━━━━━ Data for the task
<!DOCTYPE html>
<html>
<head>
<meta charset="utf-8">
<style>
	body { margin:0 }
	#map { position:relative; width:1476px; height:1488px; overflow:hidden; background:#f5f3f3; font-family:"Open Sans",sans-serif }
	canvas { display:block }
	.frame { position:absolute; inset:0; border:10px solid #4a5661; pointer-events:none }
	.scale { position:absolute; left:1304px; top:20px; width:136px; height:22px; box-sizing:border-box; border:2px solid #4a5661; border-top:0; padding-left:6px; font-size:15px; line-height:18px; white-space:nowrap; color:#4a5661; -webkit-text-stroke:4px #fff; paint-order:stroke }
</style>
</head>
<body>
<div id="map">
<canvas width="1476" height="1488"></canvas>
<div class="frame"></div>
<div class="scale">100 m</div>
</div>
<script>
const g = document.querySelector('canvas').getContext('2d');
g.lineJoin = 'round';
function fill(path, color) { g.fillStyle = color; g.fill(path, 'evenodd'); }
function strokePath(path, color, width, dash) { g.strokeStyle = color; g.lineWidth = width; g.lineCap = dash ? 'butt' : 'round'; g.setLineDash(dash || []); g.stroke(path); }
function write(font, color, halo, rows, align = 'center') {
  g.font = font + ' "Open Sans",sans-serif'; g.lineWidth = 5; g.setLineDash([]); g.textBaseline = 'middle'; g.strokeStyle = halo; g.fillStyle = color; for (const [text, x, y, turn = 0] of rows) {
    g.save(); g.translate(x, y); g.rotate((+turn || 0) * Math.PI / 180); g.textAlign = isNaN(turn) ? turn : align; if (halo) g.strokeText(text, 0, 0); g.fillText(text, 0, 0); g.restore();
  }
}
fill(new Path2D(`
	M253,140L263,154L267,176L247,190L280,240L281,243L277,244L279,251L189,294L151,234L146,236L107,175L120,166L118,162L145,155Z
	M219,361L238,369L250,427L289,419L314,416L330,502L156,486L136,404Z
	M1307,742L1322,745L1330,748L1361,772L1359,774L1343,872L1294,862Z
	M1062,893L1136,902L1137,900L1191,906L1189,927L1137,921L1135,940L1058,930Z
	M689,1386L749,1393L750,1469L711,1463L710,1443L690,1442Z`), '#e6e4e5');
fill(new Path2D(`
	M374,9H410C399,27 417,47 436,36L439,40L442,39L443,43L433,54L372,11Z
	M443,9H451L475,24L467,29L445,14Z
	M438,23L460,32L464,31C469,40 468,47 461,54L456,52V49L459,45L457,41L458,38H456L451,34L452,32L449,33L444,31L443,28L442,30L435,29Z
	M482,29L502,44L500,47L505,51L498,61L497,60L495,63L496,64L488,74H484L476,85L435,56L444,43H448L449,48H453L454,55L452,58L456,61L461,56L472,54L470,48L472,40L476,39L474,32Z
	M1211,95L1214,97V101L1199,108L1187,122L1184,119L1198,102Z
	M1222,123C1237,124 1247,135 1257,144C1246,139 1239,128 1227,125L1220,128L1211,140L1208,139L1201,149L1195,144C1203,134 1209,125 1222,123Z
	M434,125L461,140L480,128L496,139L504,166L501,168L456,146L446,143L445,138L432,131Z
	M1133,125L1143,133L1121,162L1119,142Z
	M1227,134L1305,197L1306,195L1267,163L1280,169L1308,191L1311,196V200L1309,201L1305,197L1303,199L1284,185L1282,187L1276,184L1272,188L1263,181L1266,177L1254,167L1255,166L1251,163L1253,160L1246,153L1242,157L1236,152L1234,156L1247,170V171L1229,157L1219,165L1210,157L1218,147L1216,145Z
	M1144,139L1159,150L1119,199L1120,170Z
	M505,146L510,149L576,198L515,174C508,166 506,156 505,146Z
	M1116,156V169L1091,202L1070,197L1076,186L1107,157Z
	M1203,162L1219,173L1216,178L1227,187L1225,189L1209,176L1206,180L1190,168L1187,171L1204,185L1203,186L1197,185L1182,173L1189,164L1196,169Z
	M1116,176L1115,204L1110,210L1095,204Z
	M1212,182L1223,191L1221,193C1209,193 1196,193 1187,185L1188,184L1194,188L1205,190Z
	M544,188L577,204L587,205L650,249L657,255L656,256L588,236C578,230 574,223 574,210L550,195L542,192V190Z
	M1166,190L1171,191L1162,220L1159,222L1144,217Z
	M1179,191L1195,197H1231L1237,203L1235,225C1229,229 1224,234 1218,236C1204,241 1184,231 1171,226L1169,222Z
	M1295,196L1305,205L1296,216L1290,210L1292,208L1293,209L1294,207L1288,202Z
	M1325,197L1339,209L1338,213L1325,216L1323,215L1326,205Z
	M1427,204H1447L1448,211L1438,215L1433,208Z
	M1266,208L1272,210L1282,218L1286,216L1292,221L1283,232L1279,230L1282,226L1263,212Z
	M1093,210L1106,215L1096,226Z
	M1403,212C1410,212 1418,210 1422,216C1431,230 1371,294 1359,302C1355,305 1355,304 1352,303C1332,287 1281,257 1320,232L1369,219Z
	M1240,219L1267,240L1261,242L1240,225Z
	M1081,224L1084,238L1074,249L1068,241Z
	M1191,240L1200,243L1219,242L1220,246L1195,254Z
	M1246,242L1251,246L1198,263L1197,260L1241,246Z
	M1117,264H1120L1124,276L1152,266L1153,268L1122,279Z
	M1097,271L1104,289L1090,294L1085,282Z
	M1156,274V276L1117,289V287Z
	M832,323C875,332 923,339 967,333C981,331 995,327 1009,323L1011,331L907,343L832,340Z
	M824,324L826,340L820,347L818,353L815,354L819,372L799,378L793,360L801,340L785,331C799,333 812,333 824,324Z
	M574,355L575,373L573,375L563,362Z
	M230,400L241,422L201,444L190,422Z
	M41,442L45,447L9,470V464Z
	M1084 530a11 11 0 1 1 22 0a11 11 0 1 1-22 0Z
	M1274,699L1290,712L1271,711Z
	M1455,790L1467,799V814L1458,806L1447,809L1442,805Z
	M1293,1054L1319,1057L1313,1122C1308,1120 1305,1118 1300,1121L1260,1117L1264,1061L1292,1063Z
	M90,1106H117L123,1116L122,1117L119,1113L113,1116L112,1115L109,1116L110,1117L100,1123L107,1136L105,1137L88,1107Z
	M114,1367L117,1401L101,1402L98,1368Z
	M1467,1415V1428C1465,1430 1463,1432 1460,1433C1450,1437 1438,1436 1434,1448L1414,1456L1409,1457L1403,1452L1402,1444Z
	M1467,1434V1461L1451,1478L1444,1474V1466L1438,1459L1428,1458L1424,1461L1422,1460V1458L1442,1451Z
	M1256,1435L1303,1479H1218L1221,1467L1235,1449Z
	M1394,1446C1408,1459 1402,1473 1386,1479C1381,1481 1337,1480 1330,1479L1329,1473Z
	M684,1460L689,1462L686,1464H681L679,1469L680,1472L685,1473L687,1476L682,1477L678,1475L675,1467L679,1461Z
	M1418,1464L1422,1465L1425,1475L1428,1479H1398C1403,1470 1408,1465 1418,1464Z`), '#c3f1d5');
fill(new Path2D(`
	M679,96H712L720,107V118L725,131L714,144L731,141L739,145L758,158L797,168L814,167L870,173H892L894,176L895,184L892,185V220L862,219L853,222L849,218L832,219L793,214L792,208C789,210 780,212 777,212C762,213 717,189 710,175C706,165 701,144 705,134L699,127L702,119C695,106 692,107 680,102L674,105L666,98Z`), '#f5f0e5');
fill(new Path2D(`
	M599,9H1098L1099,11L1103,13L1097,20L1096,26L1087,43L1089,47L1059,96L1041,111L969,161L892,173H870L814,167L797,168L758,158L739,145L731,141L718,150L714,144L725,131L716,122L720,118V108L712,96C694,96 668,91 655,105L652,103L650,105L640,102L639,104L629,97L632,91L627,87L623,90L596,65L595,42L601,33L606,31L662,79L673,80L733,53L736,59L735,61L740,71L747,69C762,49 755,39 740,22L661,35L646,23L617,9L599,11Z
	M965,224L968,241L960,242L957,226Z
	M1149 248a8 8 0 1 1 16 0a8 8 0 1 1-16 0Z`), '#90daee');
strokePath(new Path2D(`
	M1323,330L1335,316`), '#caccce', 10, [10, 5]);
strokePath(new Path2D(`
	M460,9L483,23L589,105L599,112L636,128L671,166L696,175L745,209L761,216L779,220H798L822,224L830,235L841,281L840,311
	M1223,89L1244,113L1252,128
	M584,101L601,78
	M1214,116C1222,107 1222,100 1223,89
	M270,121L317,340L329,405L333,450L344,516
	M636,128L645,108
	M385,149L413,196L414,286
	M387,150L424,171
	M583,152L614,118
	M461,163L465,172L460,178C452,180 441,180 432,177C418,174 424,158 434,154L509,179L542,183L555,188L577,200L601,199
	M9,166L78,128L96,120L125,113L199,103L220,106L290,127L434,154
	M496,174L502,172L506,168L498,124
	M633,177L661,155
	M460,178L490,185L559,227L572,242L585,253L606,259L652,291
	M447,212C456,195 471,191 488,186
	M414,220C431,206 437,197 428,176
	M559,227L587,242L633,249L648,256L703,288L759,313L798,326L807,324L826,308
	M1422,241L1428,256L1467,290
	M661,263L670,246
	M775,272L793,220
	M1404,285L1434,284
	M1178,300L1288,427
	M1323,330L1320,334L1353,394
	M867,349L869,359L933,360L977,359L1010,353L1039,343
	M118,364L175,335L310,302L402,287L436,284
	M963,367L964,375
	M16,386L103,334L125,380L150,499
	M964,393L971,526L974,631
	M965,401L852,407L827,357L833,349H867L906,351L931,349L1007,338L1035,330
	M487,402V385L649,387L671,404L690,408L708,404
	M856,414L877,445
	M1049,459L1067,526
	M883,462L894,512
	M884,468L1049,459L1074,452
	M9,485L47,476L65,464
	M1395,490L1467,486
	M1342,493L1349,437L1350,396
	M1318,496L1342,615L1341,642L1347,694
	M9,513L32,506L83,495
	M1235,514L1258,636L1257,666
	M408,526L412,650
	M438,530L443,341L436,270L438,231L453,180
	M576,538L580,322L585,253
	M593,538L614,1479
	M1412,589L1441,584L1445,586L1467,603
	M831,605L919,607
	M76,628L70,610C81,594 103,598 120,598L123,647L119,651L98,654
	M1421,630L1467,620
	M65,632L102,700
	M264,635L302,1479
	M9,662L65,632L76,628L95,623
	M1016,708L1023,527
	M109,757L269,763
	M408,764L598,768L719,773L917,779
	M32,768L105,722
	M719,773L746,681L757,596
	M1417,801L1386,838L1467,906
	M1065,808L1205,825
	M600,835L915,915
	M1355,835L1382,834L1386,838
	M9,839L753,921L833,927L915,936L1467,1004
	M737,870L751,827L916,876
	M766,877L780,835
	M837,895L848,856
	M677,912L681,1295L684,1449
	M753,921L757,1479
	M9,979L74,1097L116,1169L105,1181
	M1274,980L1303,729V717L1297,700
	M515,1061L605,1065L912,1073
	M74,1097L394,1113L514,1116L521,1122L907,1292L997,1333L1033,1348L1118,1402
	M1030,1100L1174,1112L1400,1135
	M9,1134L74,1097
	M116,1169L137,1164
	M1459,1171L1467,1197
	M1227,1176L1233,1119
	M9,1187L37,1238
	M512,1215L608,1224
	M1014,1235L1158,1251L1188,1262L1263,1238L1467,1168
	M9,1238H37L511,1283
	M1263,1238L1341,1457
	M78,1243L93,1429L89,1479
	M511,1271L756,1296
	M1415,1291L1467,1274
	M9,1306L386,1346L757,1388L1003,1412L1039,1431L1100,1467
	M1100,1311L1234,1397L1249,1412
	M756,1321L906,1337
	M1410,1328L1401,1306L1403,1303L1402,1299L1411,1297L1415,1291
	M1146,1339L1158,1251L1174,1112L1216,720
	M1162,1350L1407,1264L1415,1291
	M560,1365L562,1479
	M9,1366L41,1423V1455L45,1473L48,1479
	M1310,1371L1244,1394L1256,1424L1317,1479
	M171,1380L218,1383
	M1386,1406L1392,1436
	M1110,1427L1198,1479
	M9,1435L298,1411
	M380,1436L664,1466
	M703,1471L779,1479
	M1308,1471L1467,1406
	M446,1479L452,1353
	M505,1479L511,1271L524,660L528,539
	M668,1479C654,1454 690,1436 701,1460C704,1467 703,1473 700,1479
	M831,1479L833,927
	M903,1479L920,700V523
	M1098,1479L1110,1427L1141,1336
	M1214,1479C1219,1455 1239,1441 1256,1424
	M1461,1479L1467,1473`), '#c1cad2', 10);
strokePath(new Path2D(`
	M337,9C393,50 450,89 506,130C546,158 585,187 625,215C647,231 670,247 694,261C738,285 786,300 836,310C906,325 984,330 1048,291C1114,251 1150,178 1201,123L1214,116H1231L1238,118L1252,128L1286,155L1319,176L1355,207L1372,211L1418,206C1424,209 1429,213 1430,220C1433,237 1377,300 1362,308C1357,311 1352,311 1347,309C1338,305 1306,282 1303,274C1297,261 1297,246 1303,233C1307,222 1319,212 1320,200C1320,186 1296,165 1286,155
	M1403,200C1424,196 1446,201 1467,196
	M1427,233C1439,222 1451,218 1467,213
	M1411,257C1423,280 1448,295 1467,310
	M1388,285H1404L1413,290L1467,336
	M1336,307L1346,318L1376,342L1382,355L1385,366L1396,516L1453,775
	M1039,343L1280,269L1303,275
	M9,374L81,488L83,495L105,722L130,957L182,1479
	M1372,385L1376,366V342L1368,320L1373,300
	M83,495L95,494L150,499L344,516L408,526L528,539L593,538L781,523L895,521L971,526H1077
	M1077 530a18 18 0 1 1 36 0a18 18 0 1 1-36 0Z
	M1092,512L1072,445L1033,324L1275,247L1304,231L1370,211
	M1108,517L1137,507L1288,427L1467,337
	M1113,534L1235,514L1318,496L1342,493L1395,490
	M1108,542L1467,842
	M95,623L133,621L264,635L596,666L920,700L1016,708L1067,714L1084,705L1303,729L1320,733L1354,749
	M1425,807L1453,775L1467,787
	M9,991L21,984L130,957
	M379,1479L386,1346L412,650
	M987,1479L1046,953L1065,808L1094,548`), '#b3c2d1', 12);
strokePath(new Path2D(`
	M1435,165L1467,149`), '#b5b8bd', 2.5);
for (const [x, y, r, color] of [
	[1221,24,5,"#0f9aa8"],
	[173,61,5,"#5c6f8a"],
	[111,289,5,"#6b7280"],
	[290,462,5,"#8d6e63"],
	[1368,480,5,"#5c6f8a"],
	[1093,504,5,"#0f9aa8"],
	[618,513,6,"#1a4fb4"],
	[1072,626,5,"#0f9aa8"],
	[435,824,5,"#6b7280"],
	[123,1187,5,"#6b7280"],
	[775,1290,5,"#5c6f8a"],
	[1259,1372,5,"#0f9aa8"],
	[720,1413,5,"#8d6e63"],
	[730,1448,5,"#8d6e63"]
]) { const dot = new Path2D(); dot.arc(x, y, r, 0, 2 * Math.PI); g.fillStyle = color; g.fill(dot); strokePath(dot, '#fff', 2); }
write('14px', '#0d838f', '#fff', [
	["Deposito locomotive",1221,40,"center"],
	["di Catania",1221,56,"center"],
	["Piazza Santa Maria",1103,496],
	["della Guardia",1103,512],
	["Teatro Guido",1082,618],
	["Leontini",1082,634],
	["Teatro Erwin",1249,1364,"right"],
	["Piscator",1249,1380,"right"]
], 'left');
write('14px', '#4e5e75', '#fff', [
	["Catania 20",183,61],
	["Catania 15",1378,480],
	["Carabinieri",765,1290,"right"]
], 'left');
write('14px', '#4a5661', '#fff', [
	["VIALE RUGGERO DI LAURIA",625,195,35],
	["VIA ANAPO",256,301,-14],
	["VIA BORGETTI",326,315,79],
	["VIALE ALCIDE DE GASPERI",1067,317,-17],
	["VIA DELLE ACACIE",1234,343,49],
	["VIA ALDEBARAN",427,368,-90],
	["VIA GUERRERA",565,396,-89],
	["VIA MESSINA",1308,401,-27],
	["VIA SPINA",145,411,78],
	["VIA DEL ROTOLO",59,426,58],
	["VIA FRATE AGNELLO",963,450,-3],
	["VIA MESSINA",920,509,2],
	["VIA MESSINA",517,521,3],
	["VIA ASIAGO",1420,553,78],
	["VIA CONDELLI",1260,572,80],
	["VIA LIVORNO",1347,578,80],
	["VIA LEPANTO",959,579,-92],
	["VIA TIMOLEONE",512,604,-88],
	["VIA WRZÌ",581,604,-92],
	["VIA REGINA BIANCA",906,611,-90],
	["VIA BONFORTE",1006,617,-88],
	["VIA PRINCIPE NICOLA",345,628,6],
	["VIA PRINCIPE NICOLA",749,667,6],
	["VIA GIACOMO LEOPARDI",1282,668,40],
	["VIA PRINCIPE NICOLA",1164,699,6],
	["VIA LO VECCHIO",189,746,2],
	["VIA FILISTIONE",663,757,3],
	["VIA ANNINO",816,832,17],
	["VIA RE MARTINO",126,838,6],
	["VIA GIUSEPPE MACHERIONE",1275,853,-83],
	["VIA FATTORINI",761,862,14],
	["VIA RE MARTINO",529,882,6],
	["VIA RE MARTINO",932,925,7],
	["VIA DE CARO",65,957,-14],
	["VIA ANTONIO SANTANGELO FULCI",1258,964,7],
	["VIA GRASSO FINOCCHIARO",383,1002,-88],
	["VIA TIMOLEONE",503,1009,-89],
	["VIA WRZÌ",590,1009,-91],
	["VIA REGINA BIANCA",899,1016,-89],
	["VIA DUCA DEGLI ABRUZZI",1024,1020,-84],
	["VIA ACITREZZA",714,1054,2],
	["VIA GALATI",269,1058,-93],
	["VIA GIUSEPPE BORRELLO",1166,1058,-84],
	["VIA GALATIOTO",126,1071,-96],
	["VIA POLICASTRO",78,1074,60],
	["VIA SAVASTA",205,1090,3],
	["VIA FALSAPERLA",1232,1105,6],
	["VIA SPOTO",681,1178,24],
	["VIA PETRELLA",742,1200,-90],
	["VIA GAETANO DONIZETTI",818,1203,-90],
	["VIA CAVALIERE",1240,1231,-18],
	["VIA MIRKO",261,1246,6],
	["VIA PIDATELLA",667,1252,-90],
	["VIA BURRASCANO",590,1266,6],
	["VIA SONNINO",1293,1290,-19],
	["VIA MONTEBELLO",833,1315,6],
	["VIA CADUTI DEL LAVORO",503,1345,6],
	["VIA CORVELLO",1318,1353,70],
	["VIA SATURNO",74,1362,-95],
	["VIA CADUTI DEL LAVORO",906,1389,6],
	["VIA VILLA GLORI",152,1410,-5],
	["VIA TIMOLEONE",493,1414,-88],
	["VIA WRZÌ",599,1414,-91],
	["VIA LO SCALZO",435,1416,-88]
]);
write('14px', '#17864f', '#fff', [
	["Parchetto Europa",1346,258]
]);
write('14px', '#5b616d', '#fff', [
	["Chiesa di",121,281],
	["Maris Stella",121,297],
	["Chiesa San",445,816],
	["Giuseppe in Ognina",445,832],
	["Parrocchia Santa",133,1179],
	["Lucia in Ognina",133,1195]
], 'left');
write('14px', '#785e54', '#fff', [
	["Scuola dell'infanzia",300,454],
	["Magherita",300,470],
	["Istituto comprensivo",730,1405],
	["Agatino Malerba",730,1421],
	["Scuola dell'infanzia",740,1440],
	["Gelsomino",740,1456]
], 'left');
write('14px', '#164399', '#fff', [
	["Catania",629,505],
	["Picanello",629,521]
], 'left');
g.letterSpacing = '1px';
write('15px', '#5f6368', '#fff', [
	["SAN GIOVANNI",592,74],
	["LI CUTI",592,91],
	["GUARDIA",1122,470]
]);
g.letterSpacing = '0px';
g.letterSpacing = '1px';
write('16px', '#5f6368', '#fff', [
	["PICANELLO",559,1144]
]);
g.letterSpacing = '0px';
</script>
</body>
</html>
━━━━━━━━━━
Problem requirements — Up to and including the line with "function fill(path, color)", repeat the entries exactly, beginning at their first line.

Completed task —
<!DOCTYPE html>
<html>
<head>
<meta charset="utf-8">
<style>
	body { margin:0 }
	#map { position:relative; width:1476px; height:1488px; overflow:hidden; background:#f5f3f3; font-family:"Open Sans",sans-serif }
	canvas { display:block }
	.frame { position:absolute; inset:0; border:10px solid #4a5661; pointer-events:none }
	.scale { position:absolute; left:1304px; top:20px; width:136px; height:22px; box-sizing:border-box; border:2px solid #4a5661; border-top:0; padding-left:6px; font-size:15px; line-height:18px; white-space:nowrap; color:#4a5661; -webkit-text-stroke:4px #fff; paint-order:stroke }
</style>
</head>
<body>
<div id="map">
<canvas width="1476" height="1488"></canvas>
<div class="frame"></div>
<div class="scale">100 m</div>
</div>
<script>
const g = document.querySelector('canvas').getContext('2d');
g.lineJoin = 'round';
function fill(path, color) { g.fillStyle = color; g.fill(path, 'evenodd'); }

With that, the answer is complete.